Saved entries
((
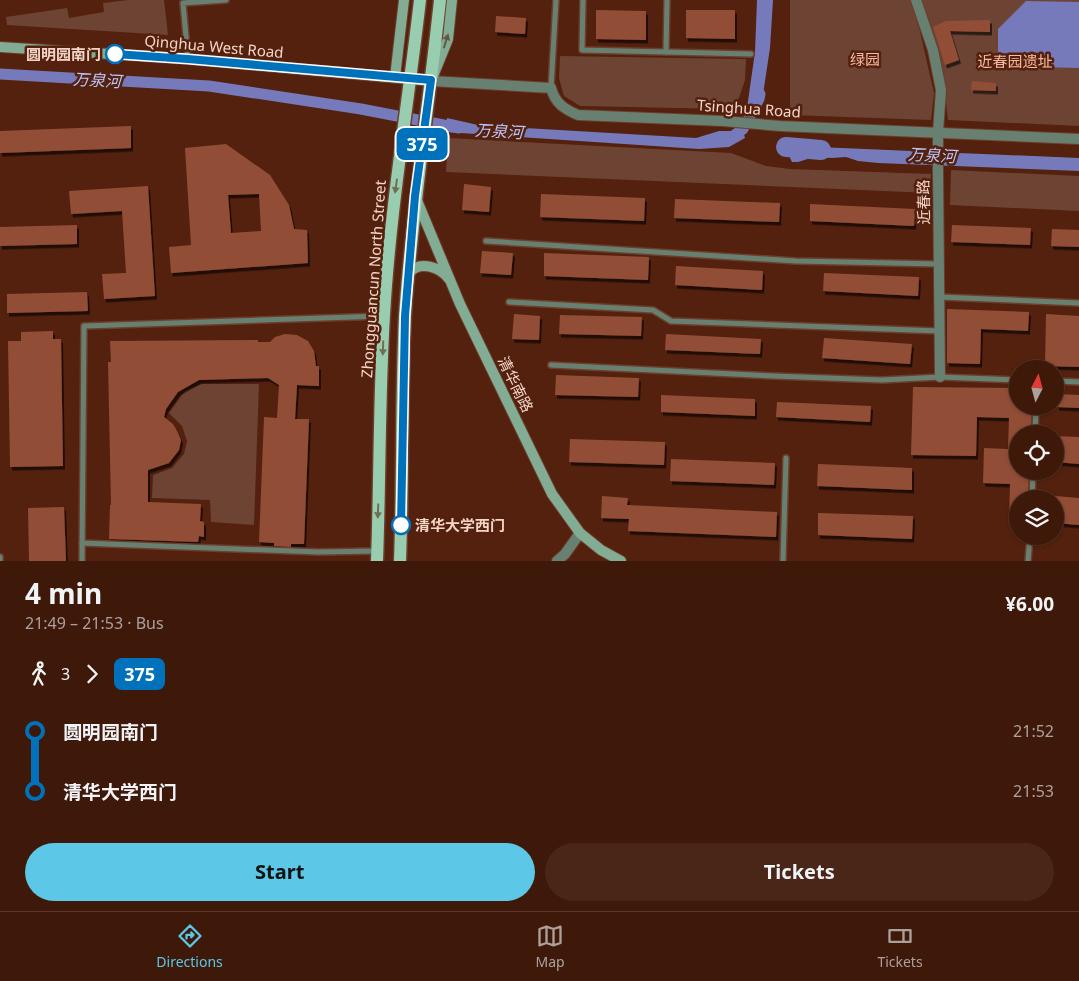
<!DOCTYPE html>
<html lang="en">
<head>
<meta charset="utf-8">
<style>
  body { margin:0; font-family:"Noto Sans","Noto Sans SC",sans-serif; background:#492618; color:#f1f3f6; height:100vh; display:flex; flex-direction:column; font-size:19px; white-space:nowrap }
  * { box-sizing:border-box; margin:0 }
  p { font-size:16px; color:#ada09c }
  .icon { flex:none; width:28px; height:28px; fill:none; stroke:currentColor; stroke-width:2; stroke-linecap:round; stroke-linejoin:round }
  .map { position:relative; height:561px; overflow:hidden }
  .sheet { display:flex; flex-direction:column; background:#3e190a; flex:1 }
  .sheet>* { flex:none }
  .badge { padding:0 10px; border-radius:8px; font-size:18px; line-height:32px }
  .needle { width:32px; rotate:6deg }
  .tools { position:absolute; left:1009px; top:360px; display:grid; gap:10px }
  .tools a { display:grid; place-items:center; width:55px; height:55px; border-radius:50%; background:#3e190a; box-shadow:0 1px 4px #0004,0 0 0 1px #57382b; font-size:25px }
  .map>.badge { position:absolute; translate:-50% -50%; box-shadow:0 0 0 2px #fff }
  .legs { display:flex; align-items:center; gap:8px; height:55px; padding:0 25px; font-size:16px }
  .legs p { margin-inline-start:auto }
  .headline { display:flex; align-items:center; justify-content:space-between; height:85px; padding:0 25px }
  h1 { font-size:28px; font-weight:700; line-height:38px }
  .primary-button { display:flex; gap:10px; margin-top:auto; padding:10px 25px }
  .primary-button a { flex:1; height:58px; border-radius:30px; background:#5cc7e7; color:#111; font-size:20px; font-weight:700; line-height:58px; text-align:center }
  .primary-button a+a { background:#492618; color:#f1f3f6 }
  ul { padding:0 25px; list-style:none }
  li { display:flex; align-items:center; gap:18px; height:60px; font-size:19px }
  li i { display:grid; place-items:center; width:8px; height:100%; margin:0 6px; background:currentColor }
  li i::after { content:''; width:12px; height:12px; margin:-6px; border:4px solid; border-radius:50%; background:#3e190a }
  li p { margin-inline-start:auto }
  li:first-child i { background:linear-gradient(#0000 50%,currentColor 0) }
  li:last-child i { background:linear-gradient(currentColor 50%,#0000 0) }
  .dock { display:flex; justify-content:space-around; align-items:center; height:70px; border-top:1px solid #57382b; background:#3e190a; font-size:14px; color:#ada09c }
  .dock a { display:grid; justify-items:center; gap:2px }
  .dock .active { color:#5cc7e7 }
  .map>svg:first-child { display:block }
  .green { fill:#6d4334 }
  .water { fill:#767aba }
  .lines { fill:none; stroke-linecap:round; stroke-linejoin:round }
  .canal { stroke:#767aba; stroke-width:11 }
  .river { stroke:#767aba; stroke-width:20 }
  .building { fill:#914e35; fill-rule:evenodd; filter:url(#shadow) }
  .lane-casing { stroke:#6d3e2b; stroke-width:8 }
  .street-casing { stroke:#6d3e2b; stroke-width:12 }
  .secondary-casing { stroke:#6d3e2b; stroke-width:12 }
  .primary-casing { stroke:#6d3e2b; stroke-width:15 }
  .lane { stroke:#678072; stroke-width:5 }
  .street { stroke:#678072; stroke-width:10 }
  .secondary { stroke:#83ac95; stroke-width:10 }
  .primary { stroke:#99cdb0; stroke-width:12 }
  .oneway { fill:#665943 }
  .oneway2 { fill:#726e56 }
  .line-1-casing { stroke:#fff; stroke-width:11 }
  .line-1 { stroke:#0072bc; stroke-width:8 }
  .stop-1-dot { fill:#fff; stroke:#0072bc; stroke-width:2.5 }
  .labels { text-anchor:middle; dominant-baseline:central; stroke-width:5; stroke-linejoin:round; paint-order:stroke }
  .street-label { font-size:15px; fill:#f6d5c9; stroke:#53210d }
  .stop-label { font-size:15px; font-weight:bold; fill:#f6d5c9; stroke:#53210d; text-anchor:end }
  .park-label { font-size:15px; fill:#f7baa5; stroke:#53210d }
  .water-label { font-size:16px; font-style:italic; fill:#bdc3f9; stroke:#53210d }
</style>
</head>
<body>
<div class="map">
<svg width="1079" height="561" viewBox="0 0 1079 561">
  <defs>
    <filter id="shadow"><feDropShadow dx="2" dy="3.5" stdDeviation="0" flood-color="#0009"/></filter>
  </defs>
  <rect width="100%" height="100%" fill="#53210d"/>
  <!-- green -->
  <g class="green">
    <path d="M 128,0 L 164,0 L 168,35 L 7,25 L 6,17 L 67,8 L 69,18 L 104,12 L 103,3 Z"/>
    <path d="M 790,0 L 911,0 L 919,27 L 934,93 L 931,120 L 790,115 Z"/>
    <path d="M 921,0 L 1079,0 L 1079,126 L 948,120 L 942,67 Z"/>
    <path d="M 560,56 L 746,59 L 745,80 L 739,98 L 727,109 L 580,106 L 564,96 L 559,78 Z"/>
    <path d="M 448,138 L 731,153 L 766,166 L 790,169 L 931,174 L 930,193 L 446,172 Z"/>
    <path d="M 951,170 L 1079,176 L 1079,211 L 950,205 Z"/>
    <path d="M 202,384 L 259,384 L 254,525 L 211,522 L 210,500 L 152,498 L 153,475 L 172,468 L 184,454 L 187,441 L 182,426 L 169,413 L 185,391 Z"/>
  </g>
  <!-- water -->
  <g class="water">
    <path d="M 757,0 L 773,0 L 770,48 L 762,101 L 758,109 L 747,108 L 755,52 Z"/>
    <path d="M 1026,1 L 1079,2 L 1079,68 L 998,66 L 998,29 Z"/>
    <path d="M 447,118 L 478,125 L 506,127 L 696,138 L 719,131 L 743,131 L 745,138 L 729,147 L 699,149 L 445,132 Z"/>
    <path d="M 794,146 L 1079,158 L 1079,171 L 878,163 L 858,161 L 846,157 L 832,158 L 814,157 L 798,162 L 792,162 L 790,158 Z"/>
  </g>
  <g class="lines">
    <!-- canal -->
    <g class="canal">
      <path d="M 0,74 L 209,86 L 361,109 L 459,128"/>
      <path d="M 729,139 L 743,129 L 759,99 L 760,94"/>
    </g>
    <!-- river -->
    <path class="river" d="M 786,147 L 821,150"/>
  </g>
  <!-- building -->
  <g class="building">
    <path d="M 596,10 L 646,11 L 646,40 L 596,39 Z"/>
    <path d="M 686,10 L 735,10 L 735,39 L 686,38 Z"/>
    <path d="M 496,16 L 526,18 L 525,34 L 495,32 Z"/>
    <path d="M 990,20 L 990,32 L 950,31 L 959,60 L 945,65 L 933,27 L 946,21 Z"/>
    <path d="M 972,81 L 996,83 L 996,91 L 971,90 Z"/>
    <path d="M 131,126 L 131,148 L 0,153 L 0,131 Z"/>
    <path d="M 226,144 L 270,175 L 289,205 L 294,229 L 307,230 L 308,263 L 171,273 L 169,247 L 191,245 L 185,148 ZM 259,194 L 261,231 L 231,233 L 228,195 Z"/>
    <path d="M 464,184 L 491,187 L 489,212 L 462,210 Z"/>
    <path d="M 148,186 L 155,296 L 104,299 L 102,274 L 126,273 L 122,211 L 71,214 L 69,191 Z"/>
    <path d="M 541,194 L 645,198 L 644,221 L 540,217 Z"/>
    <path d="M 675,199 L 780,203 L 779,222 L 674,218 Z"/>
    <path d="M 810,204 L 915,209 L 914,226 L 810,221 Z"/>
    <path d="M 77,225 L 77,244 L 0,246 L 0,227 Z"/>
    <path d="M 952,225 L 1031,228 L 1030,245 L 951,242 Z"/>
    <path d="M 1052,229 L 1079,230 L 1079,247 L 1051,246 Z"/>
    <path d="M 482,251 L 513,253 L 511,275 L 480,273 Z"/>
    <path d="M 544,253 L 649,257 L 648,280 L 544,276 Z"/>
    <path d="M 676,266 L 763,271 L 762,290 L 675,285 Z"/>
    <path d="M 824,273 L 919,277 L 918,296 L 823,291 Z"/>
    <path d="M 87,292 L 88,311 L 7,313 L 7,294 Z"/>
    <path d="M 947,309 L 1029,312 L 1028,331 L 981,329 L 980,364 L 947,363 Z"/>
    <path d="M 514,314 L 540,316 L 539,340 L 512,339 Z"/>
    <path d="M 1046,314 L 1079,316 L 1079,367 L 1045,366 Z"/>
    <path d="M 560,315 L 642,317 L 641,336 L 559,334 Z"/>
    <path d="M 53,331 L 53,339 L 61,339 L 63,466 L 10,467 L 8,341 L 21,341 L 21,332 Z"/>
    <path d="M 285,334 L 297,335 L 308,341 L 314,351 L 316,366 L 319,366 L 319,386 L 297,385 L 295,419 L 309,419 L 304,544 L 291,544 L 291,547 L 274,546 L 274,543 L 259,542 L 264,417 L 277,418 L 279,385 L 268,378 L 199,380 L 178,392 L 166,409 L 164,417 L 173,424 L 177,431 L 181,440 L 179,450 L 169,463 L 148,470 L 148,502 L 201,504 L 200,521 L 204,522 L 204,537 L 199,536 L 198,542 L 109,539 L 110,505 L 111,505 L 108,362 L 111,362 L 110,341 L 258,340 L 258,342 L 270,342 L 275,337 Z"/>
    <path d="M 666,334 L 761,339 L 760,354 L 665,350 Z"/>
    <path d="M 824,338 L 912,344 L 910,364 L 822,358 Z"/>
    <path d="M 556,375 L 639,378 L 638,397 L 555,395 Z"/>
    <path d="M 913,387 L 1018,388 L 1018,406 L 1032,406 L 1031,434 L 1018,434 L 1018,471 L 1029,471 L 1028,499 L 1018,499 L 1018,521 L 1009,521 L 1010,484 L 983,483 L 984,448 L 1008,449 L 1009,418 L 977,417 L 976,456 L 911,455 Z"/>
    <path d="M 1058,394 L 1079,395 L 1079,408 L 1057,407 Z"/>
    <path d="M 661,395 L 755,399 L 755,416 L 661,412 Z"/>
    <path d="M 777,402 L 871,406 L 870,422 L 776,417 Z"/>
    <path d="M 1055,436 L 1079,437 L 1079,464 L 1055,462 Z"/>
    <path d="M 570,439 L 665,442 L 664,465 L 569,462 Z"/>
    <path d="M 671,459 L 775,463 L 774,485 L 670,481 Z"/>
    <path d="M 818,464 L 912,468 L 912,490 L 817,486 Z"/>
    <path d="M 602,496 L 628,498 L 627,505 L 777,512 L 776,537 L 628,531 L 629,519 L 601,518 Z"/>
    <path d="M 1055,496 L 1079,498 L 1079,525 L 1055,523 Z"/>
    <path d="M 64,507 L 66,561 L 29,561 L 28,508 Z"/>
    <path d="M 818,513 L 913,516 L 912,539 L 818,535 Z"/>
  </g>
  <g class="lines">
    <!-- lane casing -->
    <g class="lane-casing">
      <g id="lane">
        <path d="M 583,0 L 582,50 L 751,54"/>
        <path d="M 666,52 L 667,0"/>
        <path d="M 188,59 L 183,3 L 226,0"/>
        <path d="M 551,88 L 556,0"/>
        <path d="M 486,241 L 796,261 L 939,264"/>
        <path d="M 940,297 L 1079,303"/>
        <path d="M 509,302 L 653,310 L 671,321 L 940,331"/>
        <path d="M 551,365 L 774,376 L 882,380 L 940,377 L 1018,380"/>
        <path d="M 1055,381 L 1079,382"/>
        <path d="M 1035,434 L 1036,406"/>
        <path d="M 1032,499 L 1033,471"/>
        <path d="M 82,543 L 318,552 L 377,551"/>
        <path d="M 0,557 L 0,561"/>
        <path d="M 82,561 L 84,326 L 383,316"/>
        <path d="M 783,561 L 786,458"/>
        <path d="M 1028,561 L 1030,536"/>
      </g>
    </g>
    <!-- street casing -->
    <g class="street-casing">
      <g id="street">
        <path d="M 916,0 L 933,50 L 941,90 L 938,132 L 938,172 L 940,377"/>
        <path d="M 431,81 L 551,88 C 555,103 564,109 578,115 L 723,121 L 780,126 L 1079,139"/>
        <path d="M 557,561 L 565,554 L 580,533"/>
      </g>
    </g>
    <!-- secondary casing -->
    <g class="secondary-casing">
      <g id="secondary">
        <path d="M 0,47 L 188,59 L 431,81 L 448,39 L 452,0"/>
        <path d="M 395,77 L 404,0"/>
        <path d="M 416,198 L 460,304 L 552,494 L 580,533 L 601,550 L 621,561"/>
        <path d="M 409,273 C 420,260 440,267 449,279"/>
      </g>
    </g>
    <!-- primary casing -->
    <g class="primary-casing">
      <g id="primary">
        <path d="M 377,561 C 380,479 379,397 384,315 C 390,210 408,105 420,0"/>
        <path d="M 400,561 C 403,479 401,397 405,315 C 412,210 429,105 440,0"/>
      </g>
    </g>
    <!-- lane -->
    <use href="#lane" class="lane"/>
    <!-- street -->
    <use href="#street" class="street"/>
    <!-- secondary -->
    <use href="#secondary" class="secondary"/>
    <!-- primary -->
    <use href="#primary" class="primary"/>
  </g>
  <!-- one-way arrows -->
  <defs><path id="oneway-solid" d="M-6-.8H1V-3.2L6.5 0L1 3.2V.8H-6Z" transform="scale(1.25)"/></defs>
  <use class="oneway" href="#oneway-solid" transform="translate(446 41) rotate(-73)"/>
  <g class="oneway2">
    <use href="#oneway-solid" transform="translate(396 186) rotate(98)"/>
    <use href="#oneway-solid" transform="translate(383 348) rotate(92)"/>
    <use href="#oneway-solid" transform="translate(378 511) rotate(92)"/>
  </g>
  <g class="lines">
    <!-- line-1 casing -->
    <g class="line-1-casing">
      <path id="line-1" d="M 115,54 L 188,59 L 431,80 L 415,196 L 405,316 L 401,525"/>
    </g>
    <!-- line-1 -->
    <use href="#line-1" class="line-1"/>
  </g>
  <!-- markers -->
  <g class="stop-1-dot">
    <circle cx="115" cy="54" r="9"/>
    <circle cx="401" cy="525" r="9"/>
  </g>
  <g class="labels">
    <!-- street labels -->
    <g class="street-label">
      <text transform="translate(214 46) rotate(5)">Qinghua West Road</text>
      <text transform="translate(749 108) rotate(4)">Tsinghua Road</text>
      <text transform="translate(923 202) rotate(-91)">近春路</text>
      <text transform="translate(373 279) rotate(-86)">Zhongguancun North Street</text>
      <text transform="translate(516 384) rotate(64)">清华南路</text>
    </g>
    <!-- stop labels -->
    <g class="stop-label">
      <text x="101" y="54">圆明园南门</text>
      <text x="415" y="525" text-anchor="start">清华大学西门</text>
    </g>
    <!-- park labels -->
    <g class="park-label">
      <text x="865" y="59">绿园</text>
      <text x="1015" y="61">近春园遗址</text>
    </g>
    <!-- water labels -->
    <g class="water-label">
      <text transform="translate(97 80) rotate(3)">万泉河</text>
      <text transform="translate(499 131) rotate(3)">万泉河</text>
      <text transform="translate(932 155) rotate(3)">万泉河</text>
    </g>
  </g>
</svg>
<div class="tools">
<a><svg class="needle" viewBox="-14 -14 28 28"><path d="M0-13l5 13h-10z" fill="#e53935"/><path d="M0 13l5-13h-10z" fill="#ada09c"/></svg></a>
<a><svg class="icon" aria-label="locate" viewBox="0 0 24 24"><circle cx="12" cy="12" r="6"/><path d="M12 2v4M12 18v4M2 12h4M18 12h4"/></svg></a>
<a><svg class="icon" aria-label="layers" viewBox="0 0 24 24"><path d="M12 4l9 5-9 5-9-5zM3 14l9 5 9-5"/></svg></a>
</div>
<b class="badge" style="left:422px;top:144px;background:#0072bc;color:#fff">375</b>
</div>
<section class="sheet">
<div class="headline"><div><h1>4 min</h1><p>21:49 – 21:53 · Bus</p></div><b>¥6.00</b></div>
<div class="legs"><svg class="icon" aria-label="walk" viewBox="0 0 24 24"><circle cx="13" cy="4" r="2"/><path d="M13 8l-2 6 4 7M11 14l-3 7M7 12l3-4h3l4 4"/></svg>3<svg class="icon" aria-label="forward" viewBox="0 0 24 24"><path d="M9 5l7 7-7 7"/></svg><b class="badge" style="background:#0072bc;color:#fff">375</b></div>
<ul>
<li><i style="color:#0072bc"></i><b>圆明园南门</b><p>21:52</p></li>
<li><i style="color:#0072bc"></i><b>清华大学西门</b><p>21:53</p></li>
</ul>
<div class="primary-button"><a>Start</a><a>Tickets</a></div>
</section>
<nav class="dock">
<a class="active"><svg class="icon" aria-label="directions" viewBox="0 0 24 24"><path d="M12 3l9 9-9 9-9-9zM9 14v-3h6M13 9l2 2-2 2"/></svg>Directions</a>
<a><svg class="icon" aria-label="map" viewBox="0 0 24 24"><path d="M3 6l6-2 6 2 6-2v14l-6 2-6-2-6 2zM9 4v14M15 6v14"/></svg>Map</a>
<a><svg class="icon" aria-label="tickets" viewBox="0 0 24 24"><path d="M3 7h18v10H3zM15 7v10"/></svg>Tickets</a>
</nav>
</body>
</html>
))
WHAT THE TASK REQUIRES: Leave out any pictures and return exactly the lines from the beginning of the data through the line with "background:#492618; color:#f1f3f6; height:100vh;", inclusive.

RESULT OF THE EXERCISE:
<!DOCTYPE html>
<html lang="en">
<head>
<meta charset="utf-8">
<style>
  body { margin:0; font-family:"Noto Sans","Noto Sans SC",sans-serif; background:#492618; color:#f1f3f6; height:100vh; display:flex; flex-direction:column; font-size:19px; white-space:nowrap }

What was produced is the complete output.